— Information supplied —
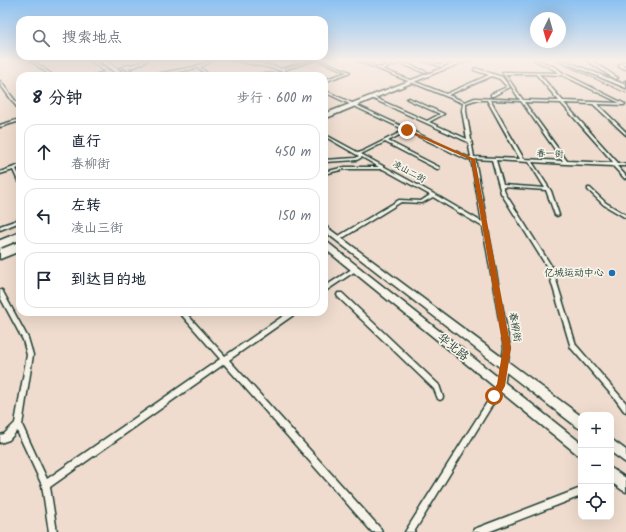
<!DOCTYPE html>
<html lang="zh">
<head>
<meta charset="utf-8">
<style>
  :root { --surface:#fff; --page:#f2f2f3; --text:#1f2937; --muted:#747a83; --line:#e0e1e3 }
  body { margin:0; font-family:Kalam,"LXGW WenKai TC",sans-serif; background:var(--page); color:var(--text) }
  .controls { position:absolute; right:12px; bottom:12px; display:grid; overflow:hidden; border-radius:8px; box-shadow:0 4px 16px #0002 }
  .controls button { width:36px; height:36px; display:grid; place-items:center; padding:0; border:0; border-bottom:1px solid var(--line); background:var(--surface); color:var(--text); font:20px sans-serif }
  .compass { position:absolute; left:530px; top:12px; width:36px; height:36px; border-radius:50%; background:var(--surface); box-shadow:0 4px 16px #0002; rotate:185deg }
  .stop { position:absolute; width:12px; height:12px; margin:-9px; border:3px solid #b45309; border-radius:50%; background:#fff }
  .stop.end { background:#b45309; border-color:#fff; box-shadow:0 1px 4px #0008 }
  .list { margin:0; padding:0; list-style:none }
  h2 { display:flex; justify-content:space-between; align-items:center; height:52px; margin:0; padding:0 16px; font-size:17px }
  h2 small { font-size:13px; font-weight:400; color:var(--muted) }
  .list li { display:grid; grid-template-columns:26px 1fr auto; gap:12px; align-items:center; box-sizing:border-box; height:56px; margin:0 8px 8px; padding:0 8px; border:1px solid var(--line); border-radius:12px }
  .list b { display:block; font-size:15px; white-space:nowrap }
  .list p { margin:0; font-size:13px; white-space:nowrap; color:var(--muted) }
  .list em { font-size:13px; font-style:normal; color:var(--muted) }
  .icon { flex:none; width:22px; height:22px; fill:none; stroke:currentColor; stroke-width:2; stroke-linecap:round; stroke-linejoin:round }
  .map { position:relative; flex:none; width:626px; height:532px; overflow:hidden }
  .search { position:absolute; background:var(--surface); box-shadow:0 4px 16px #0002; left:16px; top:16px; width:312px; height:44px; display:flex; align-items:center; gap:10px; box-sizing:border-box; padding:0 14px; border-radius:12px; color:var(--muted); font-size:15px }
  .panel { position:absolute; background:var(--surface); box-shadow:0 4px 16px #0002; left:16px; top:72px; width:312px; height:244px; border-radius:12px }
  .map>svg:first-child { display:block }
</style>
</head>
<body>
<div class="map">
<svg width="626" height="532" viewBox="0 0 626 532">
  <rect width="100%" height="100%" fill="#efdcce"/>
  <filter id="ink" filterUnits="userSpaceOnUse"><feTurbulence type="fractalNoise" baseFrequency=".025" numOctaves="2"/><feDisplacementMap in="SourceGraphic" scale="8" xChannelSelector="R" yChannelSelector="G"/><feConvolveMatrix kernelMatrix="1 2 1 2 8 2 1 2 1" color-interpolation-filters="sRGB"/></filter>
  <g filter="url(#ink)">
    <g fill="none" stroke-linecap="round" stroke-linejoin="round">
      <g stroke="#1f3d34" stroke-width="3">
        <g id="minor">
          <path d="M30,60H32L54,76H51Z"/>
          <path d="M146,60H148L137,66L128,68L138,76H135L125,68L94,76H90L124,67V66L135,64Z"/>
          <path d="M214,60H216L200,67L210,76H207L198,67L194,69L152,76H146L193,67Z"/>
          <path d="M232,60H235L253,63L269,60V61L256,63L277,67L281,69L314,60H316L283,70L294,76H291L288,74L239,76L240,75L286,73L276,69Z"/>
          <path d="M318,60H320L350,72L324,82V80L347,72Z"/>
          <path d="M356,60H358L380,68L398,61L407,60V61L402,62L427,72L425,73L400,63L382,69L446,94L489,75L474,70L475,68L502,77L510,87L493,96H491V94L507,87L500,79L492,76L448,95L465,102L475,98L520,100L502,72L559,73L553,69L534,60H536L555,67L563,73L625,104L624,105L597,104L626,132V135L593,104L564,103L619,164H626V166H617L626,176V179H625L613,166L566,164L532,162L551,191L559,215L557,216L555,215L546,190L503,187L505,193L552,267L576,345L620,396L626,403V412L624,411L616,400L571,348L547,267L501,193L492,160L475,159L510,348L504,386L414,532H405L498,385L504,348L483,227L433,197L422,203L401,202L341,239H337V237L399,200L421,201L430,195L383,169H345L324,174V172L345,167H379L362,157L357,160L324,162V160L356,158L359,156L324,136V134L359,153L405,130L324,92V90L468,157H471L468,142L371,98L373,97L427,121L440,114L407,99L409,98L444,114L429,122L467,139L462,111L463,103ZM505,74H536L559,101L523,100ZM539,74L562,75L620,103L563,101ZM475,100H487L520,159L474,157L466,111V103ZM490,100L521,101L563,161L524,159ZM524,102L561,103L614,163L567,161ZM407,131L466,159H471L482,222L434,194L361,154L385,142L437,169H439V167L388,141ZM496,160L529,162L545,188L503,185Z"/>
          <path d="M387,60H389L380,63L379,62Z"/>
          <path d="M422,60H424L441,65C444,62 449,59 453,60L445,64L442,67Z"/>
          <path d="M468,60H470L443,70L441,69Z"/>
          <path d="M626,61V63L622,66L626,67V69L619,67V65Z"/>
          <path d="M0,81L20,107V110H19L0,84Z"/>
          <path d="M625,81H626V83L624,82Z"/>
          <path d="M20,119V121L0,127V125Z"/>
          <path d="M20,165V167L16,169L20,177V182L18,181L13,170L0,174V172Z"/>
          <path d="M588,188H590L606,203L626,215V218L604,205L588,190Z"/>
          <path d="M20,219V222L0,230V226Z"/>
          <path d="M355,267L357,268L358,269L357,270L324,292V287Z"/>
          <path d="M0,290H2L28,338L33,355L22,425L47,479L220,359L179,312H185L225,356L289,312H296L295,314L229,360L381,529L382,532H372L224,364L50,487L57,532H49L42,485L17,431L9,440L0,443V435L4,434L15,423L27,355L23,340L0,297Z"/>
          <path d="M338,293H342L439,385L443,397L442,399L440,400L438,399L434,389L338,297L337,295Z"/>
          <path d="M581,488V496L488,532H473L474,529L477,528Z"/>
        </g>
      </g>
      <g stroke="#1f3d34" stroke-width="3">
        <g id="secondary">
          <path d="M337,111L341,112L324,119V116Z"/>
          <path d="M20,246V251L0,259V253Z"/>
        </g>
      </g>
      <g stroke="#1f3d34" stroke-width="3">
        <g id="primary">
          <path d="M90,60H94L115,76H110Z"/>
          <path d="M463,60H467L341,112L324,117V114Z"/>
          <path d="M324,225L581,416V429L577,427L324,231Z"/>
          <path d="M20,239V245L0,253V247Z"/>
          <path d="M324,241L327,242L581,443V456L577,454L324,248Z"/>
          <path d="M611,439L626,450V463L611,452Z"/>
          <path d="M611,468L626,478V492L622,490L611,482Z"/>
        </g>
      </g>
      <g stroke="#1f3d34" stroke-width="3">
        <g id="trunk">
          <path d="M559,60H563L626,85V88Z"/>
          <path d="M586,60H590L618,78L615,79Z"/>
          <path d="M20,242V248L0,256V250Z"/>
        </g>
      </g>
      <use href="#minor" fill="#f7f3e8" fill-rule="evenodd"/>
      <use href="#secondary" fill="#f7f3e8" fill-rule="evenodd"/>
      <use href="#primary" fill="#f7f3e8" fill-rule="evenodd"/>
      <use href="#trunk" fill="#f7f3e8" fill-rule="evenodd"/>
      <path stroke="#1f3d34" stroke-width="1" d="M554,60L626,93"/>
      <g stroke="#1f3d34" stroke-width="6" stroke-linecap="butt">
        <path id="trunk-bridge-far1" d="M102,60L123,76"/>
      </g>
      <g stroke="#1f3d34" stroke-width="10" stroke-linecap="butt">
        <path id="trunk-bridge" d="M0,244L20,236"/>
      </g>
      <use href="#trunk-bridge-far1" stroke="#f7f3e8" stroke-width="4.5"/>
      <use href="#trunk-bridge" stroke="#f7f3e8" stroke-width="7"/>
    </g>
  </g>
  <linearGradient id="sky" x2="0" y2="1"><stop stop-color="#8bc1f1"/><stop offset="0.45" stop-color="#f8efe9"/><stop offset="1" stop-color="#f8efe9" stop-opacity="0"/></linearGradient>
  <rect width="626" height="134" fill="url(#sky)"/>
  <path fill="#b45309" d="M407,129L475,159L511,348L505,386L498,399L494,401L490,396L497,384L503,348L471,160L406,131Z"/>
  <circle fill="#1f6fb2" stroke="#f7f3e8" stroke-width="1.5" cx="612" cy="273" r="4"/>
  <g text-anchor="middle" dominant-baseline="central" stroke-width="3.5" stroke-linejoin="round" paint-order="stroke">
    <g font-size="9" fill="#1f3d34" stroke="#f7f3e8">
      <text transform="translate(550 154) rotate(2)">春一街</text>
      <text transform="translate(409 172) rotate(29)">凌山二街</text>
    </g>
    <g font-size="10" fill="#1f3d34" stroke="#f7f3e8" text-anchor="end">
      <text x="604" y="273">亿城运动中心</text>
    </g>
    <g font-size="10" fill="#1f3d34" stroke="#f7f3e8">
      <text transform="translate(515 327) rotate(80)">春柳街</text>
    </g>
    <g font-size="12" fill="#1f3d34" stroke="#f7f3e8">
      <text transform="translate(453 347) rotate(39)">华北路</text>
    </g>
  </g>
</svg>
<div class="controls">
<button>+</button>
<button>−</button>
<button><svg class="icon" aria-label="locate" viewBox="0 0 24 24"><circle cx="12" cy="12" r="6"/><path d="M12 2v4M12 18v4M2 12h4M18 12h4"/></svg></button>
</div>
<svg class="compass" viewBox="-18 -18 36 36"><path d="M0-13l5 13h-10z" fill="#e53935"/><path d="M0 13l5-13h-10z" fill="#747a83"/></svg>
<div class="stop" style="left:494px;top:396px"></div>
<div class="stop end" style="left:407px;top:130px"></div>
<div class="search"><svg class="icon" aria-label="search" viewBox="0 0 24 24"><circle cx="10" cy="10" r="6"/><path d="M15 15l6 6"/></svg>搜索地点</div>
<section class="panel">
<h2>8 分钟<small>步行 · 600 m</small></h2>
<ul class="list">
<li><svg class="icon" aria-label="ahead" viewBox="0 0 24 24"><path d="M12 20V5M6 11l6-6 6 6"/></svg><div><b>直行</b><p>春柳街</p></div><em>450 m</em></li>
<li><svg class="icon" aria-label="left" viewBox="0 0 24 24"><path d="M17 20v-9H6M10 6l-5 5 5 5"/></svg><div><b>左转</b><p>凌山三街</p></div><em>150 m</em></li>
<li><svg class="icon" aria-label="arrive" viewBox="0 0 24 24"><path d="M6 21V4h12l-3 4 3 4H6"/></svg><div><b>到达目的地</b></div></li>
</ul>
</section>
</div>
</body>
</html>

...

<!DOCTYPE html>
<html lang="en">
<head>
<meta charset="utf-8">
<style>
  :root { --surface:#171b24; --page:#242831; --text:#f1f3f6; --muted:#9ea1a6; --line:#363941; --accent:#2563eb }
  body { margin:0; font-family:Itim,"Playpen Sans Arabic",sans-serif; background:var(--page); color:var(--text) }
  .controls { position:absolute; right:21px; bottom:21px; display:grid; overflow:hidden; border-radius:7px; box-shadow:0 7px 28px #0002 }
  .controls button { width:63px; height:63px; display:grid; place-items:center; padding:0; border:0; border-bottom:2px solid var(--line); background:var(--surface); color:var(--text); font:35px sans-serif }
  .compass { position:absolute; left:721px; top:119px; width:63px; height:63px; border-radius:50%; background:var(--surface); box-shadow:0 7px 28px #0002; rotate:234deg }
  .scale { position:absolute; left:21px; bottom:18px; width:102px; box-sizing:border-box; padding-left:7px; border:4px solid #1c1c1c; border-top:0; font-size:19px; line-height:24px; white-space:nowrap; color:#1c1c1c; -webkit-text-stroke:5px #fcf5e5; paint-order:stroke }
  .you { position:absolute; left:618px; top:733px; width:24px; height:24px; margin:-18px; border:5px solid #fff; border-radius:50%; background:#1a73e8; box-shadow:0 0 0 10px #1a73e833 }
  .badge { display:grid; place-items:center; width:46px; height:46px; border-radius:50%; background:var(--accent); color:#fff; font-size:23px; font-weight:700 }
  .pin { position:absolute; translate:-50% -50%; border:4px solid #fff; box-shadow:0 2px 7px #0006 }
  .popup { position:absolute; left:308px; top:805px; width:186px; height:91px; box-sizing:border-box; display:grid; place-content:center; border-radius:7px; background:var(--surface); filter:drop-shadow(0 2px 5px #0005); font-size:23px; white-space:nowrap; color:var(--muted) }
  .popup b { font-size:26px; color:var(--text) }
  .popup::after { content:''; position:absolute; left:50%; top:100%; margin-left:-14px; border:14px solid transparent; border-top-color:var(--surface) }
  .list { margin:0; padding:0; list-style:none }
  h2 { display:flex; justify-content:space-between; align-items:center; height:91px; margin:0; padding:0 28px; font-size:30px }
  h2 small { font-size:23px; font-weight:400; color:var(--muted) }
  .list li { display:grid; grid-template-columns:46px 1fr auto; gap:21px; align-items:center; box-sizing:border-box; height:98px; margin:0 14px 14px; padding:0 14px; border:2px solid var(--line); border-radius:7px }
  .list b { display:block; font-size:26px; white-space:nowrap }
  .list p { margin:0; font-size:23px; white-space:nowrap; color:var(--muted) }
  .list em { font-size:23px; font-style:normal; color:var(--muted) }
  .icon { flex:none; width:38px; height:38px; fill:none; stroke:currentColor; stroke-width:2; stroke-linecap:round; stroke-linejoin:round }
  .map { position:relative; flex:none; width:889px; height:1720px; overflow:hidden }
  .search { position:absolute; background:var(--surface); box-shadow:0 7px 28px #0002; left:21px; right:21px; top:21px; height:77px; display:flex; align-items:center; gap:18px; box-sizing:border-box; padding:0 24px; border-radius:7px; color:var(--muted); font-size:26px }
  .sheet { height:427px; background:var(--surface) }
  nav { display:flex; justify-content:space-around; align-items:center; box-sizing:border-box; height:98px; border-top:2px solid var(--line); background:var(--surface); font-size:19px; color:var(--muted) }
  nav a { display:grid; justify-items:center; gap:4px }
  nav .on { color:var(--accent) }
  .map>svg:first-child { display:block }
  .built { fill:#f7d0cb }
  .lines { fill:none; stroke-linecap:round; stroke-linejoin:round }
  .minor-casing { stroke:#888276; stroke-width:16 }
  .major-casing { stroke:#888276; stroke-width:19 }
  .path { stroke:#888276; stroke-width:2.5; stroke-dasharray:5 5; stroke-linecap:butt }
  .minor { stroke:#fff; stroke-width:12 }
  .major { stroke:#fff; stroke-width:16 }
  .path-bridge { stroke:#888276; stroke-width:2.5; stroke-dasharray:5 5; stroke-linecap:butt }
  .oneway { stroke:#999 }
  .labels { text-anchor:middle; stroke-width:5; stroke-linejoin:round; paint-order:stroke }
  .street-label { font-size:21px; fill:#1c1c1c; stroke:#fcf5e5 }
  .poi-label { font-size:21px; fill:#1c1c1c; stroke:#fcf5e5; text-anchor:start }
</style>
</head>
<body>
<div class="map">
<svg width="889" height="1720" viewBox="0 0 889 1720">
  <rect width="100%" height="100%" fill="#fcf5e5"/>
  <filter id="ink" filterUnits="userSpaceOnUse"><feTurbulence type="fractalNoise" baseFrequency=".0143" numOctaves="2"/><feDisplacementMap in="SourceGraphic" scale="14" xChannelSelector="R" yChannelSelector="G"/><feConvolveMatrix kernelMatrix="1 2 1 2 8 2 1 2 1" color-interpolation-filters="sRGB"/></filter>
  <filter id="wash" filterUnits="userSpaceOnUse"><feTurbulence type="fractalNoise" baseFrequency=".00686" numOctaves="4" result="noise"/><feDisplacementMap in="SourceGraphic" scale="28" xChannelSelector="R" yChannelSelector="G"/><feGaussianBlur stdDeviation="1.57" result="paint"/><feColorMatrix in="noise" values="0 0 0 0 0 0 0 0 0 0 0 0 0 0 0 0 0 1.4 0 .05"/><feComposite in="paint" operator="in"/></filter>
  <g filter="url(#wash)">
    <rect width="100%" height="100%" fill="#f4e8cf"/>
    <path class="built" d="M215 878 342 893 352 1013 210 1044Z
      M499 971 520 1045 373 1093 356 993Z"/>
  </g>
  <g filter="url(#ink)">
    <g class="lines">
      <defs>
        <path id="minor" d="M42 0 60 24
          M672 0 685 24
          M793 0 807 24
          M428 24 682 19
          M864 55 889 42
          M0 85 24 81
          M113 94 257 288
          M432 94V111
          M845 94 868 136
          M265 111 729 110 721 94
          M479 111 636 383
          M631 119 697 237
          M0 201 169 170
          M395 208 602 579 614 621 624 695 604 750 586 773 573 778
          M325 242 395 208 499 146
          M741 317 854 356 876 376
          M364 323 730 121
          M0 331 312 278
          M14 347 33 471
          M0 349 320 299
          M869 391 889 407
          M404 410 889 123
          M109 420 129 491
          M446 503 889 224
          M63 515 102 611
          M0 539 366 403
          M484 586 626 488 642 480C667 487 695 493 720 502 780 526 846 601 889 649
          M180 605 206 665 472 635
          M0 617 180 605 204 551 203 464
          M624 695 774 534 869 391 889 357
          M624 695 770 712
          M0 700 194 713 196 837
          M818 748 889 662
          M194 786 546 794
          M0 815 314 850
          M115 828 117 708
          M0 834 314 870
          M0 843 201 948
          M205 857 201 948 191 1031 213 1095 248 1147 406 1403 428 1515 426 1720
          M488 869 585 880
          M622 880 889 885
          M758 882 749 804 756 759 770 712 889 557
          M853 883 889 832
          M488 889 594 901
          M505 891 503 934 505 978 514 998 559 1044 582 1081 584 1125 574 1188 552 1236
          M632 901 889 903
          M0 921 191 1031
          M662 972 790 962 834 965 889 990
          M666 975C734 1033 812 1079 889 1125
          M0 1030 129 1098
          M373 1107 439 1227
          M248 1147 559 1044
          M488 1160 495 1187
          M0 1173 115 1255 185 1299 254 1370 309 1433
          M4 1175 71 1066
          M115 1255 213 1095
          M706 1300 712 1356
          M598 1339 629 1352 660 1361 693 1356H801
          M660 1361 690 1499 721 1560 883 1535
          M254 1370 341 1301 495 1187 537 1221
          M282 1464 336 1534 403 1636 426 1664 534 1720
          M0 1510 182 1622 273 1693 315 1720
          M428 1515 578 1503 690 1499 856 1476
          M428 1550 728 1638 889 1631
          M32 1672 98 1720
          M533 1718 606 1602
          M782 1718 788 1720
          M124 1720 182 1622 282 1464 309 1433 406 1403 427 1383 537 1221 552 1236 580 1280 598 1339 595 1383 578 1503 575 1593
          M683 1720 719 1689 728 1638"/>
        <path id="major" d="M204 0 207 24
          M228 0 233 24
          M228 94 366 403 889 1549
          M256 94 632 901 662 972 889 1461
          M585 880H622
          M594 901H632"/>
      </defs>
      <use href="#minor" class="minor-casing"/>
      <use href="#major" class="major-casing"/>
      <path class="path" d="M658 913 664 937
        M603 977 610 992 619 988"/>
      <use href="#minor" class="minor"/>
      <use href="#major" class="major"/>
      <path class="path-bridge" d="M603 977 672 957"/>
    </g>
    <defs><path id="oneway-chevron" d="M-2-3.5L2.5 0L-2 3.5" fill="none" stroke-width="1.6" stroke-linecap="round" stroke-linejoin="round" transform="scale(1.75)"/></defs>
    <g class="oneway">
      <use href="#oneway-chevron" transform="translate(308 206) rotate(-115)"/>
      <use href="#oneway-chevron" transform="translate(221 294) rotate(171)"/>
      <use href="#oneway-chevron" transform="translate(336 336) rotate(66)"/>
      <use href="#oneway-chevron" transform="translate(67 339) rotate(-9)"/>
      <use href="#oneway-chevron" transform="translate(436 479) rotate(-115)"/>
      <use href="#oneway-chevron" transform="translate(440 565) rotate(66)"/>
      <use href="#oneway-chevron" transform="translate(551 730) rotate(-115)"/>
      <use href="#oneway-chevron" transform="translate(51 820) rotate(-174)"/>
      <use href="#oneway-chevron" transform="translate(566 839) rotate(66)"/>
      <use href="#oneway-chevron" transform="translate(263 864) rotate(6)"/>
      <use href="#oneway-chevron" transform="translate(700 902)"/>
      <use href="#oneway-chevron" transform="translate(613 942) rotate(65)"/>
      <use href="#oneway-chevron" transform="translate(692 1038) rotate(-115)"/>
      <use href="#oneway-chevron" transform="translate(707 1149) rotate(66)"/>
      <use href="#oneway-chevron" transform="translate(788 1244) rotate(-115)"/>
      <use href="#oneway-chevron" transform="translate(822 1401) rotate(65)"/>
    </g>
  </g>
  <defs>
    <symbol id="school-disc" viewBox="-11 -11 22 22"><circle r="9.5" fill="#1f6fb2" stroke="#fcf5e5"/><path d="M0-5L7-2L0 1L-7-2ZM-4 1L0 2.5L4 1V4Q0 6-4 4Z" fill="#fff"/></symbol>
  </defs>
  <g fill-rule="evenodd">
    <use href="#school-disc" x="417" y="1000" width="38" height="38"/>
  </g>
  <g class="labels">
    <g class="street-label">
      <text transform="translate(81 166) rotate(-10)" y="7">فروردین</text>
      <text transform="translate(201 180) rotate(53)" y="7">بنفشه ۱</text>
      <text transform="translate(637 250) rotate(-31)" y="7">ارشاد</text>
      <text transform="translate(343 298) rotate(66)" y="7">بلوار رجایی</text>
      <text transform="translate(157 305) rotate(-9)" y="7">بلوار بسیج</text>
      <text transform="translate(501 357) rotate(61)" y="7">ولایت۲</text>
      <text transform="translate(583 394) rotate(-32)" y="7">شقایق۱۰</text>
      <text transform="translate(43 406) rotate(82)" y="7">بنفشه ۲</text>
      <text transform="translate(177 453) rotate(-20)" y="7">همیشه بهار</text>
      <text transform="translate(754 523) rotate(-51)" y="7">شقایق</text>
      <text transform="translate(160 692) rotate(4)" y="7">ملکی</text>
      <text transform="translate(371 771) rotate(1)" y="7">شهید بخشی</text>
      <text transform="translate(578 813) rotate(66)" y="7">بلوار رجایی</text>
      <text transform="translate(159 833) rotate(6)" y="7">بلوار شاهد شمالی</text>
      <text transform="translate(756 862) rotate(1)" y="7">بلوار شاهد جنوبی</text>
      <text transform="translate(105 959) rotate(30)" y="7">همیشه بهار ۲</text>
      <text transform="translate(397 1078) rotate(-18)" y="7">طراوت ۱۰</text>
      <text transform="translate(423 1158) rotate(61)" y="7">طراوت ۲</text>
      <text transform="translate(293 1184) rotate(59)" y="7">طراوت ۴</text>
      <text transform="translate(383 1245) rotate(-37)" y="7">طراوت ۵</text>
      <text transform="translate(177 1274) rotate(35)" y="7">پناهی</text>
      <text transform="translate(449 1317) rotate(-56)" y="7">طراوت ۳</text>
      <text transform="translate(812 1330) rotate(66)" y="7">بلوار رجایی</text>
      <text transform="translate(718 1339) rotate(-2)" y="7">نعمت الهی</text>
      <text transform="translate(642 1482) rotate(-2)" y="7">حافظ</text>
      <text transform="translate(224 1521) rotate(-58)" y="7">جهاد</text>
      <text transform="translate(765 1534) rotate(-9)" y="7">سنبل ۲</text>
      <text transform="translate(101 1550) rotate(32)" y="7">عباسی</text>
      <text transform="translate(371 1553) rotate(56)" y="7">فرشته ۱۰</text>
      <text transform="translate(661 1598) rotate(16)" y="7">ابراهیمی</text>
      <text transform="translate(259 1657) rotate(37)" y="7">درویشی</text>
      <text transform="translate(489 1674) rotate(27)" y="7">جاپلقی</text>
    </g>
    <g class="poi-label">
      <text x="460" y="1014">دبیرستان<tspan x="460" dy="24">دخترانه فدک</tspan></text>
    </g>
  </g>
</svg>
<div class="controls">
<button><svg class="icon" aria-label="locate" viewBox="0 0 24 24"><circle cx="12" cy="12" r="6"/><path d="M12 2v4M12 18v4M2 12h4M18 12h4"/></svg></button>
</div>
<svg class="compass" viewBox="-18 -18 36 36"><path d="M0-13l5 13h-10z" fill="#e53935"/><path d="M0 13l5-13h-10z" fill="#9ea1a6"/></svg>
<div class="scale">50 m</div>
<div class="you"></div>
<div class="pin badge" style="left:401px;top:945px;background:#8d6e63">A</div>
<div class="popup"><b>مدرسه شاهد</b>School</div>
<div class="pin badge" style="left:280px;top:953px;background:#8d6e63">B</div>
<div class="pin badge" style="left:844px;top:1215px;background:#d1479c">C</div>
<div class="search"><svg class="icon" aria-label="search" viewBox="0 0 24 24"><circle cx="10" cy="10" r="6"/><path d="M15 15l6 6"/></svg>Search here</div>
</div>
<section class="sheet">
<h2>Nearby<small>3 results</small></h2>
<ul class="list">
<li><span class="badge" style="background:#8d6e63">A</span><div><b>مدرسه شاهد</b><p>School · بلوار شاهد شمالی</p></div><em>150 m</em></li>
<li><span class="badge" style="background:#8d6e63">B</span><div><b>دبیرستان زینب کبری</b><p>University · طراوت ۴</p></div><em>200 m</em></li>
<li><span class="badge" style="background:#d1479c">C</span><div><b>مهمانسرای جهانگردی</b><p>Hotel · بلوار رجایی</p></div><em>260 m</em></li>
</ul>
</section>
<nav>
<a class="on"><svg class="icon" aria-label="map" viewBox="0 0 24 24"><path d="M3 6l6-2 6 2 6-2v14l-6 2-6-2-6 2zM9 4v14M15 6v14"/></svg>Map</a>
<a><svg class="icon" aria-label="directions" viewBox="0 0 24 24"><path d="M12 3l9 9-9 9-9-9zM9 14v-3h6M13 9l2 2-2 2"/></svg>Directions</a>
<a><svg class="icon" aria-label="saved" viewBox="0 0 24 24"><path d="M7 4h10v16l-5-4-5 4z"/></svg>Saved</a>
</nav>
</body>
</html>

— Task details —
Identify the lines of the data that contain the word "labels". Copy each of them.

— Completed exercise —
  .labels { text-anchor:middle; stroke-width:5; stroke-linejoin:round; paint-order:stroke }
  <g class="labels">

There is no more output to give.